While current anti-HIV drugs are life saving, they cannot root the virus out of the body. Infected cells are able to live on, undetected by the immune system, and provide the machinery for the virus to reproduce and spread.
"There's a big hole in current therapies, in that all of them prevent new infection, but none attack the cells that are already infected and hidden from the immune response," said Kathleen L. Collins, M.D., Ph.D., the study's senior author and a U-M associate professor in both internal medicine and microbiology and immunology.
She added: "People have to be on the existing drugs, and when they're not, the virus rebounds. If we can develop drugs that seek out and eradicate the remaining factories for the virus, then maybe we could eradicate the disease in that person."
HIV-1 Nef is known to keep immune system cells from doing their normal jobs of detecting and killing infected cells.

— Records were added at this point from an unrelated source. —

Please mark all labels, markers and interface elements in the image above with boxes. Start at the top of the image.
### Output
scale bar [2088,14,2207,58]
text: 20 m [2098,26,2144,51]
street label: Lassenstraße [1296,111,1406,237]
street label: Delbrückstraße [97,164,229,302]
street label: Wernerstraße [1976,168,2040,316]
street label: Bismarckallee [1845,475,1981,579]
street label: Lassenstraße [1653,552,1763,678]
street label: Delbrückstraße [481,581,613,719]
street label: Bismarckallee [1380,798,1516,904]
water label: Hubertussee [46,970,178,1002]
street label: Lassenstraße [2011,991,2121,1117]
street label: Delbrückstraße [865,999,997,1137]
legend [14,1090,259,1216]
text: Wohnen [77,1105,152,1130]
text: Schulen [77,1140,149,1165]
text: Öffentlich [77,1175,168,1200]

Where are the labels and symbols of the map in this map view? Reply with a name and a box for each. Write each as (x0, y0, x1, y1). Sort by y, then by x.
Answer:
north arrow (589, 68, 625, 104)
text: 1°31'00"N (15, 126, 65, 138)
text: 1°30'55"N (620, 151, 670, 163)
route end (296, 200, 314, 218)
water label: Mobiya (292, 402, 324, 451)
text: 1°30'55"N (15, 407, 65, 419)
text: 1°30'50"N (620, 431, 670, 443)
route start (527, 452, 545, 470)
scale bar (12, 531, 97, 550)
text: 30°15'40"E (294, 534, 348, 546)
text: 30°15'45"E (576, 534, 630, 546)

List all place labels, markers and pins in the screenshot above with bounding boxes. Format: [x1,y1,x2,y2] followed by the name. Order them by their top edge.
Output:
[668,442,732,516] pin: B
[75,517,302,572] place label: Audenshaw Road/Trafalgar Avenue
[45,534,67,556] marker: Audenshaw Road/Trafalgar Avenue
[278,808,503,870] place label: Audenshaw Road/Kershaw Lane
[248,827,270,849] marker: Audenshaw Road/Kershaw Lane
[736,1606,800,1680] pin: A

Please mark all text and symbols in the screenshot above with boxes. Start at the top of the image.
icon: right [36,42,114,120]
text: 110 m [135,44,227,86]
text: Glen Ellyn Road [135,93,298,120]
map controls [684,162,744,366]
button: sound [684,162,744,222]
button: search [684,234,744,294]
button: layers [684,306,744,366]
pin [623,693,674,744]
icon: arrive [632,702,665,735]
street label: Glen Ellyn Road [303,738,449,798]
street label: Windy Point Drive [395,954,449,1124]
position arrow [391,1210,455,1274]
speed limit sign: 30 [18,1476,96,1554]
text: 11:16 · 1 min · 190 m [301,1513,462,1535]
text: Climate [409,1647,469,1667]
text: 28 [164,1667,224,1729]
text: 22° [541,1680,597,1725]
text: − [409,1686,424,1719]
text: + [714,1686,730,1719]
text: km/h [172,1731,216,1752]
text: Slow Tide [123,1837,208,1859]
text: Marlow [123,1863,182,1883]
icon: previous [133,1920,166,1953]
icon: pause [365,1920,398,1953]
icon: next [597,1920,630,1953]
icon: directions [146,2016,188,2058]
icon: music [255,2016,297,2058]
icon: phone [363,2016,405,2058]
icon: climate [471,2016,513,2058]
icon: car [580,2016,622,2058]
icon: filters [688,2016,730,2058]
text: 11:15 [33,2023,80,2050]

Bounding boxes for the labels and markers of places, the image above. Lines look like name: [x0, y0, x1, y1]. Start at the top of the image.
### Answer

The new study shows how Nef disables two key immune system players inside an infected cell. These are molecules called major histocompatability complex 1 proteins (MHC-1) that present HIV antigens to the immune system, and CD4, the cell-surface receptor that normally locks onto a virus and allows it to enter the cell.
According to Collins. MHC-1 is similar to motion detectors on a house, which send the first signal to a monitoring station if an invader breaks in.
"The immune system, especially the cytotoxic T lymphocytes, are like the monitors who get the signal that there's a foreign invader inside the cell, and send out police cars. The 'police' are toxic chemicals produced by T lymphocyte cells, which kill the cell that harbors the invader," she said.
Nef's actions allow active virus to hide undetected and reproduce by in effect pushing the MHC-I proteins into an infected cell's "trash bin" so they fail to alert the T lymphocytes. Also, once a cell has been infected, Nef destroys CD4. thus, new virus is encouraged to spread to uninfected cells.
While Nef's activities are variable and complex, the new findings suggest that the many pathways involved may end in a final common step. That could make it possible to find a drug that could block several Nef functions.
Now, researchers are screening drug candidates to find promising Nef inhibitors. Such drugs, which are at least 10 years away from use in people, would supplement, not replace, existing anti-viral drugs given to HIV-infected people. The new drugs would target the reservoirs where the virus hides.
Collins said that in developing countries, the new drugs could have a huge impact. Today, children born with HIV infection start taking the existing anti-HIV drugs at birth.
She said that it's very hard to continue costly treatments for a lifetime. But if children could be cured within a few years, global HIV treatment efforts could spread their dollars further and be much more successful.
The study appears online in the journal PLoS Pathogens.